- [Instructions to follow]: Could you filter the records below down to the lines that include the word "lineWidth"?

- [Stored data]:
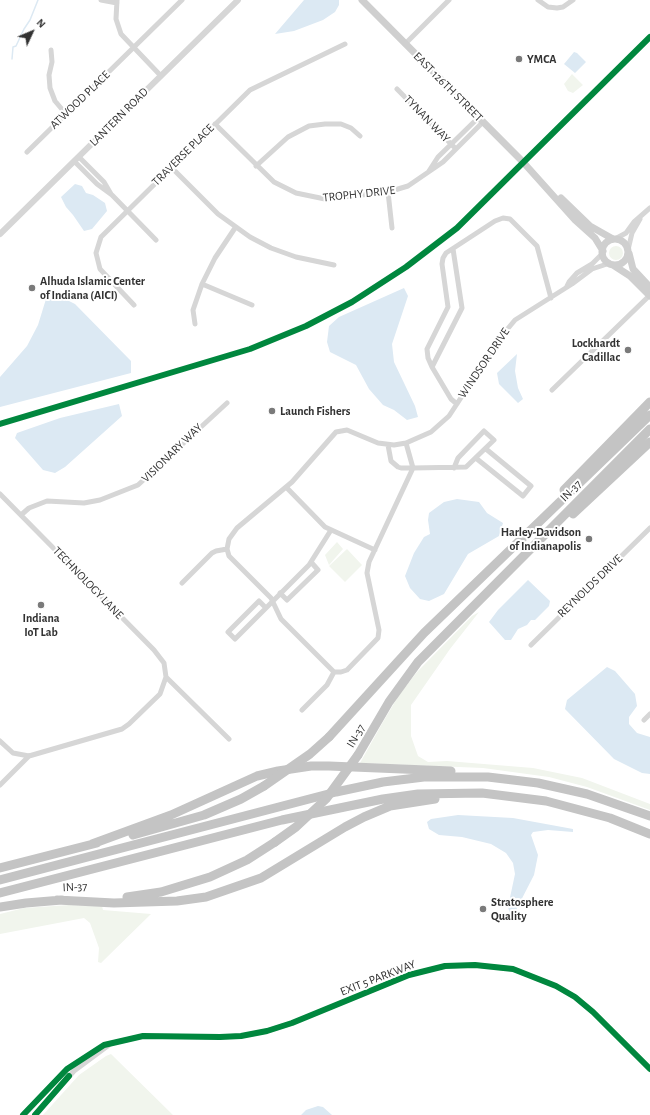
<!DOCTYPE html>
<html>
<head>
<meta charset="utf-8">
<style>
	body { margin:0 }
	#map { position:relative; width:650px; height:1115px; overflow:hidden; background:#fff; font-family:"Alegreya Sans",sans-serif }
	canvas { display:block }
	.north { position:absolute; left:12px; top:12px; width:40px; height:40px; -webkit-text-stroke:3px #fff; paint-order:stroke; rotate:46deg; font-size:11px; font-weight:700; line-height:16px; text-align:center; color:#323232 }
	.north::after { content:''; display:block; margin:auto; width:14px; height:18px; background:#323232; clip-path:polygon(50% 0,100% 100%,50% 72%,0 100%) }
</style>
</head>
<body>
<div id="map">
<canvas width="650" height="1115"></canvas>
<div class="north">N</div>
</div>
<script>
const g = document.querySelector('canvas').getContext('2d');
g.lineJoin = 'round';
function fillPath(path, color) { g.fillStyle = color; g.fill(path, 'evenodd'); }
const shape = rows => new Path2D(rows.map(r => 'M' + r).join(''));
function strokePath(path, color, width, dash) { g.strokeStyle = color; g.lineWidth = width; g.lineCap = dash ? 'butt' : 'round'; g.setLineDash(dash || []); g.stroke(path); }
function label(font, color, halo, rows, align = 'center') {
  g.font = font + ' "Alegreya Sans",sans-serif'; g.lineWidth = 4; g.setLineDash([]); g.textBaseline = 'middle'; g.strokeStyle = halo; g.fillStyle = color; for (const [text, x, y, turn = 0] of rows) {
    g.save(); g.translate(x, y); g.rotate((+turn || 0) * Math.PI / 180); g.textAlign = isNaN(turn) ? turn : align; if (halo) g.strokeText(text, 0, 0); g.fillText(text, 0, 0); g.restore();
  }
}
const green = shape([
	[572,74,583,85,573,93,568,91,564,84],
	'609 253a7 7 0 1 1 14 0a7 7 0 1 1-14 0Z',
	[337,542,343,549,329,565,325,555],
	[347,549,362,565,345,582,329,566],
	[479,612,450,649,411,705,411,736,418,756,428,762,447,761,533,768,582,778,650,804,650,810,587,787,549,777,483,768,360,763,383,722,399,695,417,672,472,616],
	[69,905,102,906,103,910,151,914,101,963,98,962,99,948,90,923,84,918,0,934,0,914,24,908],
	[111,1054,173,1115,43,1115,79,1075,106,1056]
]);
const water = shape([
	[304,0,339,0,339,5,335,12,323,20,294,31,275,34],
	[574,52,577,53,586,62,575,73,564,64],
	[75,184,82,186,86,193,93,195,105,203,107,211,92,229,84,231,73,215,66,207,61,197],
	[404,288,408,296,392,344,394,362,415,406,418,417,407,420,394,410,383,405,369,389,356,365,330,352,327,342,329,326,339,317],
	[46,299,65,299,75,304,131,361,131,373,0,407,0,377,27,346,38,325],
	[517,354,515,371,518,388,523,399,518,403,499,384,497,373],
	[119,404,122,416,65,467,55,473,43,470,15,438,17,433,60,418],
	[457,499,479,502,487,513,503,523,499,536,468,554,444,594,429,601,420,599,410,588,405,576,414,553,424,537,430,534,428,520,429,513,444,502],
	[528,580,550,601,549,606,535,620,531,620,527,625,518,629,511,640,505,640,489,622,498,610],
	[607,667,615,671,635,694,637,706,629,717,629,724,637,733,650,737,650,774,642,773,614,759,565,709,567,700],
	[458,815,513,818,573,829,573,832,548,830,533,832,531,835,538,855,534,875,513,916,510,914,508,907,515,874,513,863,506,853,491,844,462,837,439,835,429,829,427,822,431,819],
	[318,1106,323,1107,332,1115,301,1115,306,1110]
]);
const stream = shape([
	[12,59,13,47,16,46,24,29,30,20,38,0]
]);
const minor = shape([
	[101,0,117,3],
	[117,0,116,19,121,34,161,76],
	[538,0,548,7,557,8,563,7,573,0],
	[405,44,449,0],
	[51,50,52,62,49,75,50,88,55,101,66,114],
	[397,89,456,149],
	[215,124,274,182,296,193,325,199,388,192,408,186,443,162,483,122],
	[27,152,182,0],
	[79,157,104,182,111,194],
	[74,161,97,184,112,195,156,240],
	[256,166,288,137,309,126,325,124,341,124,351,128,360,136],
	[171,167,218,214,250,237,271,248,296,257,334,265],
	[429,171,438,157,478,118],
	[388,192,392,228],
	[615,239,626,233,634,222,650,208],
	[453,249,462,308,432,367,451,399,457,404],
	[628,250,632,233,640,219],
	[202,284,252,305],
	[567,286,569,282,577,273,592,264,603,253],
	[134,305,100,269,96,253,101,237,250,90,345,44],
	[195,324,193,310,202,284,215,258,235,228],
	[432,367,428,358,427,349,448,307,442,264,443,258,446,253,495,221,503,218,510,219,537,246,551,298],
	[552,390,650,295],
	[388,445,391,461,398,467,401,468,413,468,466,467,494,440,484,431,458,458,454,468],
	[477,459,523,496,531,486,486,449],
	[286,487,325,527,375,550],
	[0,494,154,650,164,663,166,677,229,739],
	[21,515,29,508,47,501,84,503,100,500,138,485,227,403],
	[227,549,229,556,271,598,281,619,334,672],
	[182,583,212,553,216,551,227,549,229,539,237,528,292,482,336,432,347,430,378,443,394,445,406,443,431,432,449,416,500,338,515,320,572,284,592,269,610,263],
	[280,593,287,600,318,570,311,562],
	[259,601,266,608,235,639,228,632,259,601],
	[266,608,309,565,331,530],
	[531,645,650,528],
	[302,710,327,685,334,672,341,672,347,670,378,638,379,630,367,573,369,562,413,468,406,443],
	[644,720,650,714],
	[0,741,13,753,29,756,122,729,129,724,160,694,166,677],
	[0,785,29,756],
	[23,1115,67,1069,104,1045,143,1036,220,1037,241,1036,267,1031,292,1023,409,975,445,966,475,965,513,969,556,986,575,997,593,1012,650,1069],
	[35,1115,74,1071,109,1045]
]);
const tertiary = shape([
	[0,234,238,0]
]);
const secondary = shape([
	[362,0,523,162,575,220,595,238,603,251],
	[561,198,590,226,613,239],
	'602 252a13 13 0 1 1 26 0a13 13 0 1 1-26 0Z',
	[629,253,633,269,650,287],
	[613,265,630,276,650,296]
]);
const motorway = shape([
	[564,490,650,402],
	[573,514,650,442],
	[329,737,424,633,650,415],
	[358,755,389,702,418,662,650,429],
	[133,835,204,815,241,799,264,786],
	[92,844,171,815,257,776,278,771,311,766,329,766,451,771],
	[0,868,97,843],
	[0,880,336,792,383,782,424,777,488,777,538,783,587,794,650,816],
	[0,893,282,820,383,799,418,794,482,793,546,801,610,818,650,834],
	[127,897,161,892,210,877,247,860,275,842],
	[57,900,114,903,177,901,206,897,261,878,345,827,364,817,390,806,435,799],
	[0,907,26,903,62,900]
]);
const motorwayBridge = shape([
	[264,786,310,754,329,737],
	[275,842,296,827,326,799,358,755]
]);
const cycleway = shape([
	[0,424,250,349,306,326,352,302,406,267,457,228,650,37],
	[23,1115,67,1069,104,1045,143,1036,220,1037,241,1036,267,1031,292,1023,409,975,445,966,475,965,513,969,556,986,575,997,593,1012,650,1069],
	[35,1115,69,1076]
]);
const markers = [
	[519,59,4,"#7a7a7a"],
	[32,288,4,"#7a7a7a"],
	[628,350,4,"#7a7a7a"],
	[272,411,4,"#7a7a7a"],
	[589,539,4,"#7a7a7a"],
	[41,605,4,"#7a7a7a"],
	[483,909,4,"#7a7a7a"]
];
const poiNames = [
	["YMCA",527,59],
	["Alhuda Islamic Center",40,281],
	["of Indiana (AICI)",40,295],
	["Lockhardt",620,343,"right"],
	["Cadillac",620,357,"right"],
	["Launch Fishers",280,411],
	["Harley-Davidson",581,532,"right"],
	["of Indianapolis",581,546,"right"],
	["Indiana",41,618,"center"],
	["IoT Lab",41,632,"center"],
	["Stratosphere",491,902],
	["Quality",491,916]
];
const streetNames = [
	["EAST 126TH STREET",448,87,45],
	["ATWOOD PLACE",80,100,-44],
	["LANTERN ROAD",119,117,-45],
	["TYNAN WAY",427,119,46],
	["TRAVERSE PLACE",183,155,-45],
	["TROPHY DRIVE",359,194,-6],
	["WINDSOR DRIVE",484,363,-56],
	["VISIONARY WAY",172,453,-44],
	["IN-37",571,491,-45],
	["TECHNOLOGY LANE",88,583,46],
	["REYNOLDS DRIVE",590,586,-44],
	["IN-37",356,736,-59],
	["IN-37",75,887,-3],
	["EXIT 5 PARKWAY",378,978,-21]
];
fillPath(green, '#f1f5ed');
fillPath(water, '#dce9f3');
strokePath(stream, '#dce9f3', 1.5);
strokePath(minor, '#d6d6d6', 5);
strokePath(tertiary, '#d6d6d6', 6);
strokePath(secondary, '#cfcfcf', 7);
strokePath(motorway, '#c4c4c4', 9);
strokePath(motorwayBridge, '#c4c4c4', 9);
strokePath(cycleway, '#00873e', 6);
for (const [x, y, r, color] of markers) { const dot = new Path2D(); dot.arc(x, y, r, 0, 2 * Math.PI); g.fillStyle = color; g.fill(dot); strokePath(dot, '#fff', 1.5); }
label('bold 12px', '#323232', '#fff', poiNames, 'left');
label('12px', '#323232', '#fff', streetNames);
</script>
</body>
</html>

---

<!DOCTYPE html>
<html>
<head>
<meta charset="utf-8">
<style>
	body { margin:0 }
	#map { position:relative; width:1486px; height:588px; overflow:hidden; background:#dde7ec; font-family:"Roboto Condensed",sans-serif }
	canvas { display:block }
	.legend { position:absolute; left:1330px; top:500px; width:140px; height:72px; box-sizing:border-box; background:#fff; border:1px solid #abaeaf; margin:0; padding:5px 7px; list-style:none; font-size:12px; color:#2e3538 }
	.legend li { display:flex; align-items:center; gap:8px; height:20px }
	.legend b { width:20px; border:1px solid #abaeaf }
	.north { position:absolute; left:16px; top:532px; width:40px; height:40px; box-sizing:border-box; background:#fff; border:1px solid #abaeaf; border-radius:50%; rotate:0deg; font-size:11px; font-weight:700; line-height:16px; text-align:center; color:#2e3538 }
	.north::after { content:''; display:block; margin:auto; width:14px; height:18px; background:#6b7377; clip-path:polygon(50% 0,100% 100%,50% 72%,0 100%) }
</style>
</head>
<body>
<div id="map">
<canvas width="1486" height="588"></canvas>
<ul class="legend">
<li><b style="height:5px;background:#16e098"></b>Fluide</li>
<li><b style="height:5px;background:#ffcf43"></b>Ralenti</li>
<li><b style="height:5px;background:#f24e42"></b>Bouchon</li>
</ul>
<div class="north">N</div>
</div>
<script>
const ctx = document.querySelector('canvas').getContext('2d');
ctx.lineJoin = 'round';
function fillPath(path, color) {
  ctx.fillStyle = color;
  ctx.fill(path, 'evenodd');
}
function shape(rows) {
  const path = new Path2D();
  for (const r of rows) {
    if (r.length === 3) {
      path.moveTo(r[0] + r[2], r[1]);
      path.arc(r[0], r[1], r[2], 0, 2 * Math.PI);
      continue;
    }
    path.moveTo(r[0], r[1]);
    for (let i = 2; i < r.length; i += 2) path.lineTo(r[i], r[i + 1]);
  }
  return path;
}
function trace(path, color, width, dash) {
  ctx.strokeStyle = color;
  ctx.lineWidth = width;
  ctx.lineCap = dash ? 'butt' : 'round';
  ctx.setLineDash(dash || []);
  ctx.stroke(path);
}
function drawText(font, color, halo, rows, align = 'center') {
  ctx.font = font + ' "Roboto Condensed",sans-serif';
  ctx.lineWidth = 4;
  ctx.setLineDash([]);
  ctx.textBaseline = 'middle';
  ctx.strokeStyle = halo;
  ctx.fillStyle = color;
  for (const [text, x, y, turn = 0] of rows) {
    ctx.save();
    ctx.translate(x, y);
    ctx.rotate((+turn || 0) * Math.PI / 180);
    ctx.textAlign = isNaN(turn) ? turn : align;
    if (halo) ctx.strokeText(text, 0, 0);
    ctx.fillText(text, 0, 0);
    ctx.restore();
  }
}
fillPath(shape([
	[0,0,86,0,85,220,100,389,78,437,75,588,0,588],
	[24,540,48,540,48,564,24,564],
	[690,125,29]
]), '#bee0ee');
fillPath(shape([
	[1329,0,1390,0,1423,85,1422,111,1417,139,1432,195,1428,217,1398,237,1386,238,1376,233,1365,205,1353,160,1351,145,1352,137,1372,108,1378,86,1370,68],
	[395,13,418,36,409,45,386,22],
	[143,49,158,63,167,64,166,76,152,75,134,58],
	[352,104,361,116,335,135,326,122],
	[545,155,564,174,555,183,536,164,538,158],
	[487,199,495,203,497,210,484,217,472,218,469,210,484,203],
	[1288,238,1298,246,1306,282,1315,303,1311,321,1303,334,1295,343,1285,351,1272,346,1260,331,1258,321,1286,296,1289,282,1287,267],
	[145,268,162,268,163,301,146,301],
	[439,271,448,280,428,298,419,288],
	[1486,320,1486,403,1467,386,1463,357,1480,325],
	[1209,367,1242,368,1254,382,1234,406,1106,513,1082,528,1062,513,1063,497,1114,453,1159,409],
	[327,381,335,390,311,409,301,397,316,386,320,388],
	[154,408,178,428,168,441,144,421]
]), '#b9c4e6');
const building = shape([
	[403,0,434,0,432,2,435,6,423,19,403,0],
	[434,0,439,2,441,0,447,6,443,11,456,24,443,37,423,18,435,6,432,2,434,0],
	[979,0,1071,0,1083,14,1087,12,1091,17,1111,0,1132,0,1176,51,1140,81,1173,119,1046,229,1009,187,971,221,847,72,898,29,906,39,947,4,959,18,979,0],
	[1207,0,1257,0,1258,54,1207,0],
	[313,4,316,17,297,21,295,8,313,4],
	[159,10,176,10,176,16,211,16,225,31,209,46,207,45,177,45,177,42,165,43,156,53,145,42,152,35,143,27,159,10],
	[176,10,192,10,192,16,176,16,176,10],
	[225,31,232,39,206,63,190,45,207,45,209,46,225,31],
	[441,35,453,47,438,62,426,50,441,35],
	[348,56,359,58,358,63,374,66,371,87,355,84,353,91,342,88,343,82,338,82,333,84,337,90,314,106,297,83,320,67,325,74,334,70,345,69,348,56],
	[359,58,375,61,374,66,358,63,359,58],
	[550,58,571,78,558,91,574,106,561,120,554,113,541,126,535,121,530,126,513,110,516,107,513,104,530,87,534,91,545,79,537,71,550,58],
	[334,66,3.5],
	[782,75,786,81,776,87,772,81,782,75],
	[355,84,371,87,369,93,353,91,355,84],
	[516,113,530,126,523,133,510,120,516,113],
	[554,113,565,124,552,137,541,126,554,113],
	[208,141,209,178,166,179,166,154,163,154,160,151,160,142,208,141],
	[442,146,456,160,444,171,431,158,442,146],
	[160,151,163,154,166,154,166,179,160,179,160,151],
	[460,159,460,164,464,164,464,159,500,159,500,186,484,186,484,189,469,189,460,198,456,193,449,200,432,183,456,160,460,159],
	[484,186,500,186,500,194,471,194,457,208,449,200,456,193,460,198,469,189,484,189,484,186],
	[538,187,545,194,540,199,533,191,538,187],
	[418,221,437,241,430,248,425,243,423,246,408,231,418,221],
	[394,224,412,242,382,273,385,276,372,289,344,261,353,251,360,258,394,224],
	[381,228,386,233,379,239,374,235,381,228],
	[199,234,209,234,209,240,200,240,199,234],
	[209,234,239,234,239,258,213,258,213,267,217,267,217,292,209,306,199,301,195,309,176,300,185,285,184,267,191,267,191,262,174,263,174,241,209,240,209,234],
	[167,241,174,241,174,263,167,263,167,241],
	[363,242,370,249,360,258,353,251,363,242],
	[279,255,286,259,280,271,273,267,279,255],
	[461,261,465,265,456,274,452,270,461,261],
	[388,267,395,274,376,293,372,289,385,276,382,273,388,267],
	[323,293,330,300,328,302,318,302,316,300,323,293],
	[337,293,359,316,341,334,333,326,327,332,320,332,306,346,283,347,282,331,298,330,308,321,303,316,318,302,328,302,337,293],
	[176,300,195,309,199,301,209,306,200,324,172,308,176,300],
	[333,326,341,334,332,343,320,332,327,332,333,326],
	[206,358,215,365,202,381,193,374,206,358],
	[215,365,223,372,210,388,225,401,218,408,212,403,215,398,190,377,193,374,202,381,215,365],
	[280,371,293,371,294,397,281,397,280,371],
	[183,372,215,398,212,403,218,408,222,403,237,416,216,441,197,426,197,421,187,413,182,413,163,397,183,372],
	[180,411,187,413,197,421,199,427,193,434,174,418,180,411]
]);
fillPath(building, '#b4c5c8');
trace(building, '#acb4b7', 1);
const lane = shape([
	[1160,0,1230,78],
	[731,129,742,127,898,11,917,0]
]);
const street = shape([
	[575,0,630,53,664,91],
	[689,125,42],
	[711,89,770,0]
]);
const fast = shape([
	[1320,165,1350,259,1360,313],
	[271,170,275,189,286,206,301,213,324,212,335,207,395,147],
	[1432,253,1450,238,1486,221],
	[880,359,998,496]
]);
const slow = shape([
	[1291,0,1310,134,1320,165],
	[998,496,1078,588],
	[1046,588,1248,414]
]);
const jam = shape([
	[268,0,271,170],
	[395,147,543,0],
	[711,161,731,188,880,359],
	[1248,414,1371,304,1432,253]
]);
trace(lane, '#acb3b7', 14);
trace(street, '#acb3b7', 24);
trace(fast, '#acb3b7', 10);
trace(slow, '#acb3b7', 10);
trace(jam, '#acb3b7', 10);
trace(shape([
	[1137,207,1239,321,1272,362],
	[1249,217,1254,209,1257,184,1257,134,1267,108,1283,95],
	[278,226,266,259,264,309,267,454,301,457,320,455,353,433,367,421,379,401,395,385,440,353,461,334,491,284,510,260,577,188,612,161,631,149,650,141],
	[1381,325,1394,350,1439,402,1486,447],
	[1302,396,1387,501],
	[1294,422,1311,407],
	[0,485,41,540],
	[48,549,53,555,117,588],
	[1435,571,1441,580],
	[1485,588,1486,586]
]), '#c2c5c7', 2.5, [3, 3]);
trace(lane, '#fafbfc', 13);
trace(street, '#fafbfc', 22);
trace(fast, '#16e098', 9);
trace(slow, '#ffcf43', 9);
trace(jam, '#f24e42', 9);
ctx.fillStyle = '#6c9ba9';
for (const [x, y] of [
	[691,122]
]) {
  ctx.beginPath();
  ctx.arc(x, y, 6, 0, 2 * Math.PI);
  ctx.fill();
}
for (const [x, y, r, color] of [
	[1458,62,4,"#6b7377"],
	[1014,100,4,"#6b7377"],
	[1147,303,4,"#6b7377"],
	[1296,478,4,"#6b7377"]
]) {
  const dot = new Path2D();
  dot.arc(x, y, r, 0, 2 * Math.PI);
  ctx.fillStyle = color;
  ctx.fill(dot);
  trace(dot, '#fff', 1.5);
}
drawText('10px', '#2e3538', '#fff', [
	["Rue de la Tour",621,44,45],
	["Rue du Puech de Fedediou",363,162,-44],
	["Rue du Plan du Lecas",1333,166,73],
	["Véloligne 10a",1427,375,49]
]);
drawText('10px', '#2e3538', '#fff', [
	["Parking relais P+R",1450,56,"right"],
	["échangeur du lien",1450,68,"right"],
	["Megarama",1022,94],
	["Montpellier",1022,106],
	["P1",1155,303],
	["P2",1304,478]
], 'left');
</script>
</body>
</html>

- [Reply to the task]:
function strokePath(path, color, width, dash) { g.strokeStyle = color; g.lineWidth = width; g.lineCap = dash ? 'butt' : 'round'; g.setLineDash(dash || []); g.stroke(path); }
  g.font = font + ' "Alegreya Sans",sans-serif'; g.lineWidth = 4; g.setLineDash([]); g.textBaseline = 'middle'; g.strokeStyle = halo; g.fillStyle = color; for (const [text, x, y, turn = 0] of rows) {
  ctx.lineWidth = width;
  ctx.lineWidth = 4;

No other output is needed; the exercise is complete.